For example, to check how many entries are missing for store # 1, type in a blank cell (K2):

= COUNTBLANK(A2:J2)

This will return 3 indicating three entries are missing for store # 1.

Similarly, for all missing entries of column CompetitionOpenSinceMonth, which is column E, you can enter the formula:

=COUNTBLANK(E2:E1116)

This gives you 354 indicating as many missing values in the column.

If these numbers are high (e.g., 60% or more blanks), the row/column might require special handling – review it for context before keeping or excluding it.

This function becomes especially powerful when used across:

  • Key columns (e.g., date fields, distance fields)
  • Newly added rows during incremental data updates
  • Merged datasets where gaps are expected

 

5.1. Why Is the Data Missing?

Now that you’ve identified where values are missing, pause to ask why.

Here are three (hypothetical) examples you might notice in the Rossmann data:

Store

CompetitionDistance

CompetitionOpenSinceMonth

Promo2

Promo2SinceWeek

18

(blank)

(blank)

0

(blank)

24

1630

9

0

(blank)

35

2435

(blank)

1

18

What could this mean?

  • Is CompetitionDistance blank because the store has no competitors nearby?
  • Is Promo2SinceWeek blank because the store never participated in Promo2?
  • Are some blanks the result of data entry issues, or are they legitimate absences?

These questions are not side-notes. They are the work.

 

5.2. Addressing Missing Values

Once you’ve identified missing values, you must decide how to handle them. The appropriate approach depends on business context and the nature of the missing data.

Let’s take three of the blank columns as examples.

1. CompetitionDistance

This field tells us how far away the nearest competing store is. For most rows, this is a numeric value — such as 215.0 or 4890.0. But for some stores, the value is missing.

Possible interpretations:

  • The data was not recorded.
  • The store is in a remote area where competition isn’t relevant.
  • The store is new, and the data hasn’t been updated yet.

As an analyst, you might:

  • Fill in the missing values with the average competition distance across similar stores.
  • Fill with a high number (e.g., 99999) to signal “unknown” or “assumed distant”.
  • Leave them blank and exclude these rows from distance-based analysis.

All three options are valid — but each should be documented.

2. Promo2SinceWeek and Promo2SinceYear

You may notice that when Promo2 = 0, both of these fields are blank.

This suggests that missingness here is not random — it is structured.

In this case, you might decide:

  • Not to fill these blanks at all.
  • Or to fill them with a placeholder like “N/A” (not applicable) in a cleaned version.

As much as filling vs. not filling matters — equally important is understanding why the value is missing and making that clear in your cleaning log.

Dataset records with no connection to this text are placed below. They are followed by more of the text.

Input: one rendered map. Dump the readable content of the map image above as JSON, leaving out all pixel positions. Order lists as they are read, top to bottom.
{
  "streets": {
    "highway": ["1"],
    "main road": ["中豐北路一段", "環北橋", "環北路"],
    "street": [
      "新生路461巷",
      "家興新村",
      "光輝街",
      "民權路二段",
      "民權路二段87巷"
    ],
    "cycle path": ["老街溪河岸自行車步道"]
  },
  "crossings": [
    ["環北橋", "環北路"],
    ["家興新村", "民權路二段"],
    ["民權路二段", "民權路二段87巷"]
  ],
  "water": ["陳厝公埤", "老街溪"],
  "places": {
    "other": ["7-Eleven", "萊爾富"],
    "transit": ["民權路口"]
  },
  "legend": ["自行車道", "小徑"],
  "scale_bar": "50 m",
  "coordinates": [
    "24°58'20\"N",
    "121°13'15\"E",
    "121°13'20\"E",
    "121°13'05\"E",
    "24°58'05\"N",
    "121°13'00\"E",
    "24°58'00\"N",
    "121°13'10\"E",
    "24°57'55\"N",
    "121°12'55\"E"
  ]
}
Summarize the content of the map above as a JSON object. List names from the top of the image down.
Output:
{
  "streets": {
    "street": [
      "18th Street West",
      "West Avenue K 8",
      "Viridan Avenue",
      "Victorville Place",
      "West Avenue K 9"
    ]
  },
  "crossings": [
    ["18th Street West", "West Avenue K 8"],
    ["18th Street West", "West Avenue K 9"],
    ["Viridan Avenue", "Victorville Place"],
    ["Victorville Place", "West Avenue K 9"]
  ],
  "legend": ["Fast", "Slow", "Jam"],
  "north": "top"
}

3. CompetitionOpenSinceMonth and CompetitionOpenSinceYear

These two columns work together — they tell us when a nearby competitor opened.

In some rows, one or both of these fields are missing. That creates ambiguity.

For example:

  • If CompetitionDistance is given, but the opening date is missing, we might wonder if the competitor existed at the time of the store’s opening.
  • If both are missing, we may consider removing the row, or flagging it for manual review.

Again: no automated tool can tell you what to do. You decide, and you document.

Now you have multiple options to handle missing values:

Option 1: Fill with Calculated Values – Sometimes you can derive missing values from other information:

  • Calculate missing customer counts from sales and average transaction values
  • Derive missing dates from sequence patterns
  • Use store averages to fill missing promotional information

Option 2: Use Domain Knowledge – Apply business understanding to make informed decisions:

  • If sales are missing but the store shows “Open = 0”, sales should be 0
  • If customer count is missing but sales exist, estimate based on average transaction value
  • If promotional information is missing, assume no promotion unless evidence suggests otherwise

Option 3: Flag for Further Investigation – When missing data might indicate important business issues:

  • Large gaps in sales data might reveal system problems
  • Missing store information could indicate new openings or closures
  • Promotional data gaps might reflect incomplete campaign tracking

Option 4: Delete Records – Appropriate when:

  • Missing data represents a small percentage of your dataset
  • The missing information is not critical to your analysis
  • You have sufficient remaining data for reliable analysis
  • Use sparingly – don’t throw away data just because a few entries in the row / column are missing. It’s possible that your specific use case doesn’t need that specific entry, but other use cases do; and you also lose the other data which is available.

🎧 Here’s a real-world story that narrates why deleting data — even accidentally — can lead to much bigger blind spots than you’d expect.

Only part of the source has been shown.